Sparksee is a property graph database, meaning that it contains entities, relationships, and labels for those relationships. In Sparksee in particular, your graph data is managed and stored via bitmaps. To flesh this out a bit further, your entities – in other words, your data – are stored as normal, while the relationships between them are described in bitmap files. In this case, you can essentially think of a bitmap as a matrix of 0s and 1s, with each 1 representing an established relationship between the entity represented by its row and the entity represented by its column. Since real world graphs are usually very sparse, meaning that most things do not have a relationship with most other things, these bitmaps are sparse as well: most of the values in them are 0. Therefore, they can be highly compressed by storing only the nonzero values (in other words, the 1s). This compression minimises the storage space taken up by your graph relationships and serves to further reduce Sparksee’s footprint.

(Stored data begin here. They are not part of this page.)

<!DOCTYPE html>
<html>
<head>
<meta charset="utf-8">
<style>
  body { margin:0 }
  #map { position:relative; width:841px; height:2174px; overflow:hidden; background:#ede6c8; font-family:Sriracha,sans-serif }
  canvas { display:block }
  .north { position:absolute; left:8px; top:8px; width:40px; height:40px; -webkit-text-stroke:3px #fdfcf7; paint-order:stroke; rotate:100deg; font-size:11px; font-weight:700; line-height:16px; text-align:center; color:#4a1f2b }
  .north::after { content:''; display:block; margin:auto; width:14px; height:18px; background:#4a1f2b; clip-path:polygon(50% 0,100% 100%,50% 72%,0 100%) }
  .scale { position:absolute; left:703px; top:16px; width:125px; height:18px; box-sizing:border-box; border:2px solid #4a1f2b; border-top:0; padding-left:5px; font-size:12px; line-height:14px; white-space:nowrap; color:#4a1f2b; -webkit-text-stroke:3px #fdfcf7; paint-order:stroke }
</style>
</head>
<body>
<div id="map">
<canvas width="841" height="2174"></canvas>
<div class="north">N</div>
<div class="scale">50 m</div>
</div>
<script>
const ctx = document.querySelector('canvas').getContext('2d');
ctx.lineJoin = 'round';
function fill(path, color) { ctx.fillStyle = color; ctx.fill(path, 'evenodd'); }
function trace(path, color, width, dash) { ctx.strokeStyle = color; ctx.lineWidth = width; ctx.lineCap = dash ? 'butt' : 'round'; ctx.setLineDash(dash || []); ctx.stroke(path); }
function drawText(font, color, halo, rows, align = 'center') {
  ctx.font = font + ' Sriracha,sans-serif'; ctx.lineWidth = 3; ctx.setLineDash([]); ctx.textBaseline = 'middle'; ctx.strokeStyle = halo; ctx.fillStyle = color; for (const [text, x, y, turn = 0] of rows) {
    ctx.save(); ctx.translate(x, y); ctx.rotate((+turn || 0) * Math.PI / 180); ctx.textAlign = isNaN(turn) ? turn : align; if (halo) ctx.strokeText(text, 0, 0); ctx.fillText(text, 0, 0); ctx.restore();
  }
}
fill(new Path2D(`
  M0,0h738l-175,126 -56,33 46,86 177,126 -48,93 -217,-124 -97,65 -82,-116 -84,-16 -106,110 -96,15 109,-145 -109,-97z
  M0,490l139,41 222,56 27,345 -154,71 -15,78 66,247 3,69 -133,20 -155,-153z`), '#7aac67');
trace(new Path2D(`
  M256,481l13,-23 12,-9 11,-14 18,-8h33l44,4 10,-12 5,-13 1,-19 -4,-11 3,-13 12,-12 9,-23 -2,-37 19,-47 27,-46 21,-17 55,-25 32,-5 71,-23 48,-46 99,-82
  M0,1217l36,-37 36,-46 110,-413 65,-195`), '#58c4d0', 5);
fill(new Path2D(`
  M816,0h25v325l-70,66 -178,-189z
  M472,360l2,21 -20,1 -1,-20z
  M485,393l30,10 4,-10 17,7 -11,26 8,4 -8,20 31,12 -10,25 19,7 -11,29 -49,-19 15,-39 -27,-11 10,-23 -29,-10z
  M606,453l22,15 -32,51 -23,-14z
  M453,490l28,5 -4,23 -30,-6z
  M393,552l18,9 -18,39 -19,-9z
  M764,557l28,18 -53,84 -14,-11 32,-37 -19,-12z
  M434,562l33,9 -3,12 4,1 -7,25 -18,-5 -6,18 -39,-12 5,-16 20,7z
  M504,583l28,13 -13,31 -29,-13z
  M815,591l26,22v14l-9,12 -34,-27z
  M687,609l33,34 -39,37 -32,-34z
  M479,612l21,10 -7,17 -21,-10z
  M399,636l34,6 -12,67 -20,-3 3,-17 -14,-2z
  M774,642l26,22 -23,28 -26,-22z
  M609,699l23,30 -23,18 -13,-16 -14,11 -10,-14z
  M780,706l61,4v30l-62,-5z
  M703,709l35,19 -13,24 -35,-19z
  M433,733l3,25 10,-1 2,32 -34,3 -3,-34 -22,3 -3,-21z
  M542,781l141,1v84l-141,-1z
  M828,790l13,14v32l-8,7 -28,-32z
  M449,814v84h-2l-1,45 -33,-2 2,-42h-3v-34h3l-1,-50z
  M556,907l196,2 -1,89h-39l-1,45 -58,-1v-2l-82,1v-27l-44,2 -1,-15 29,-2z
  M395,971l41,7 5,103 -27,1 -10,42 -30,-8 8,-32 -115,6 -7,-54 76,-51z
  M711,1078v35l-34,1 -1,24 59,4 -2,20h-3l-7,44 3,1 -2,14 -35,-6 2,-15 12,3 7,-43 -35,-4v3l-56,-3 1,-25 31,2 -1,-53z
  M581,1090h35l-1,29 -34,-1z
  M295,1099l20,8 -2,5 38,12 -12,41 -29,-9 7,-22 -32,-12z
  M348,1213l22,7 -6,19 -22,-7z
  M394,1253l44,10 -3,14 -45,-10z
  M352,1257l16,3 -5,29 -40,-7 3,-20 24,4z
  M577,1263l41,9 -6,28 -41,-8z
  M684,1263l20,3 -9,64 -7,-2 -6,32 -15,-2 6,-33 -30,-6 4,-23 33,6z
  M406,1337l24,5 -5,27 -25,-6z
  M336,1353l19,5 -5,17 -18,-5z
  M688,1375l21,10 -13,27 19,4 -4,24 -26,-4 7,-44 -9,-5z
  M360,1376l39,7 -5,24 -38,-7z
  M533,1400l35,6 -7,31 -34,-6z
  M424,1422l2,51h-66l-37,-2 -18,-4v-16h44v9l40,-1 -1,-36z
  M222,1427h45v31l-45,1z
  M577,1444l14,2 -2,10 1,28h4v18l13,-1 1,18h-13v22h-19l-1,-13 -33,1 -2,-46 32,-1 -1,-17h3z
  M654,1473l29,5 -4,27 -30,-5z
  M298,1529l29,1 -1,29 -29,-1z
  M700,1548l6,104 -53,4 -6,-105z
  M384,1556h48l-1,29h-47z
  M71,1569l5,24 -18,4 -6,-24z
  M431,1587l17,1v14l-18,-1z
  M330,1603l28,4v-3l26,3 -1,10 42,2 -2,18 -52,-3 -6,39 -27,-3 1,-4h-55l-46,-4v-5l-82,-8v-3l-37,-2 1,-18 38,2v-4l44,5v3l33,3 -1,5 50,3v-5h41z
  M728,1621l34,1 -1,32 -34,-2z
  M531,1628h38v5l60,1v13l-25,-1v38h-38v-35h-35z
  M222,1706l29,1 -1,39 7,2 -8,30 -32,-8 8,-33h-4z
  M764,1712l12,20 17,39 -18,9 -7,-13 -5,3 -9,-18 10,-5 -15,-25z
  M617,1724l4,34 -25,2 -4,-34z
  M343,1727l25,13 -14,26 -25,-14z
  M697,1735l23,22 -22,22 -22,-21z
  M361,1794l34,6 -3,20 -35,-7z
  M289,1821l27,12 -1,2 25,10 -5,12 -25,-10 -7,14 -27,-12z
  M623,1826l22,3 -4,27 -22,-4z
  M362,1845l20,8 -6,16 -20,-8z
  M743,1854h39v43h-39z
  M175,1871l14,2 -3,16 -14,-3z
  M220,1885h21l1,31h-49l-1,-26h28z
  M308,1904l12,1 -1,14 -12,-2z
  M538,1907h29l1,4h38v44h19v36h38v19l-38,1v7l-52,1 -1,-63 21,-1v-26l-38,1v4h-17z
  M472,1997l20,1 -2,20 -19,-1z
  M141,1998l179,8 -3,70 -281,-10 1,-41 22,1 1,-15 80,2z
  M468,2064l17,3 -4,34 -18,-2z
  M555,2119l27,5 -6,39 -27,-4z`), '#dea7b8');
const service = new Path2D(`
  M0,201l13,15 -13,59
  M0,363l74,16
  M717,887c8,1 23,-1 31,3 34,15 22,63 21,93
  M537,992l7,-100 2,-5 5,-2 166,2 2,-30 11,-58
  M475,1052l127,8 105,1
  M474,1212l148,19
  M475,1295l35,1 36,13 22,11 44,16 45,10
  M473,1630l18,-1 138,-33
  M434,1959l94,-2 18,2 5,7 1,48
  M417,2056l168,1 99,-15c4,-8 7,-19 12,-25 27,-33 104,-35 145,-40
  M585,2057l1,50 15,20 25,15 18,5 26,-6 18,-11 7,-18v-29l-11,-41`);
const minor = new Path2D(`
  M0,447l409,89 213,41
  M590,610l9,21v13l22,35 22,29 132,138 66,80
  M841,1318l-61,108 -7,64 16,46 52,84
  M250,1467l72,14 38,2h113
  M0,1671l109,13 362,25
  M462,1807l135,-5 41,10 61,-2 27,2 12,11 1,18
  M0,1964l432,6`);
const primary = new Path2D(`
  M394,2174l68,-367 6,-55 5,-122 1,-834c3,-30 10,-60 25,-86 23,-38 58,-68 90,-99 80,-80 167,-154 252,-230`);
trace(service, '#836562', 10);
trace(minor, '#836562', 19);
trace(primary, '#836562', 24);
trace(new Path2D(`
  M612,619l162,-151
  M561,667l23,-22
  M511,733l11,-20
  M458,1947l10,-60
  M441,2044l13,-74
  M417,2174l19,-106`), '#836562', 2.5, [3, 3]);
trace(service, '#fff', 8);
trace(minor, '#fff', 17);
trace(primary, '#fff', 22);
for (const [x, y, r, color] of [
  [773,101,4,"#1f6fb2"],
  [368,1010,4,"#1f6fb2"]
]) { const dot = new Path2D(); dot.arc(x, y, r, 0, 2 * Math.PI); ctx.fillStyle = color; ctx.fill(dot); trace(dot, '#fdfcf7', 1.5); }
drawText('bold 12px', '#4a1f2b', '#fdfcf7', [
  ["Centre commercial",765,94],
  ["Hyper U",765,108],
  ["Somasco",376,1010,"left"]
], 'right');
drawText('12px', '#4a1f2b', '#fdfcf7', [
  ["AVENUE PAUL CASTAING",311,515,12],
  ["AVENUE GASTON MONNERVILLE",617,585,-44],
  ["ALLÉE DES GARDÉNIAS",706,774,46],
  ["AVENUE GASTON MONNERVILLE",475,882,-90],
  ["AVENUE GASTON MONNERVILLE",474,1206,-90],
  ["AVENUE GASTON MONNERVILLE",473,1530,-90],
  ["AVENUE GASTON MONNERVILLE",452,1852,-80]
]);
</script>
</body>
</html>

This takes care of the graph’s storage layer. Moving on to its compute layer, Sparksee allows for something interesting here as well: it provides the ability to push all computation as close to the data as possible. Ideally, all computation will be done within your embedded systems. This has two major advantages. The first is that it allows the user to implement and take advantage of your entire network of embedded systems to enable massive parallelisation. This has obvious benefits for performance that will only become more significant as the size of your network grows. The second is that by pushing the computation to the embedded side, it can minimise network traffic and therefore bandwidth usage.
The idea here is that when you run a query Sparksee can facilitate your distributed deployment – maybe you’ve got a network of self-driving cars and you want to know where they all are, or maybe you’ve got a network of atmospheric sensors and you want to know if any of them are indicating it’s going to rain – each node in your network receives your query, computes whichever information you’ve asked for, then sends strictly that information to you. The alternative would be for each node to report all information to you and allow you to compute the information you need yourself. This is closer to the traditional way of doing things, but you can easily imagine how slow, unwieldy, and unnecessarily costly this would become when dealing with, say, an entire city’s worth of self-driving cars. Sparksee’s more gourmet approach of consuming data selectively – rather than ravenously devouring as much data as possible – is far more cost effective.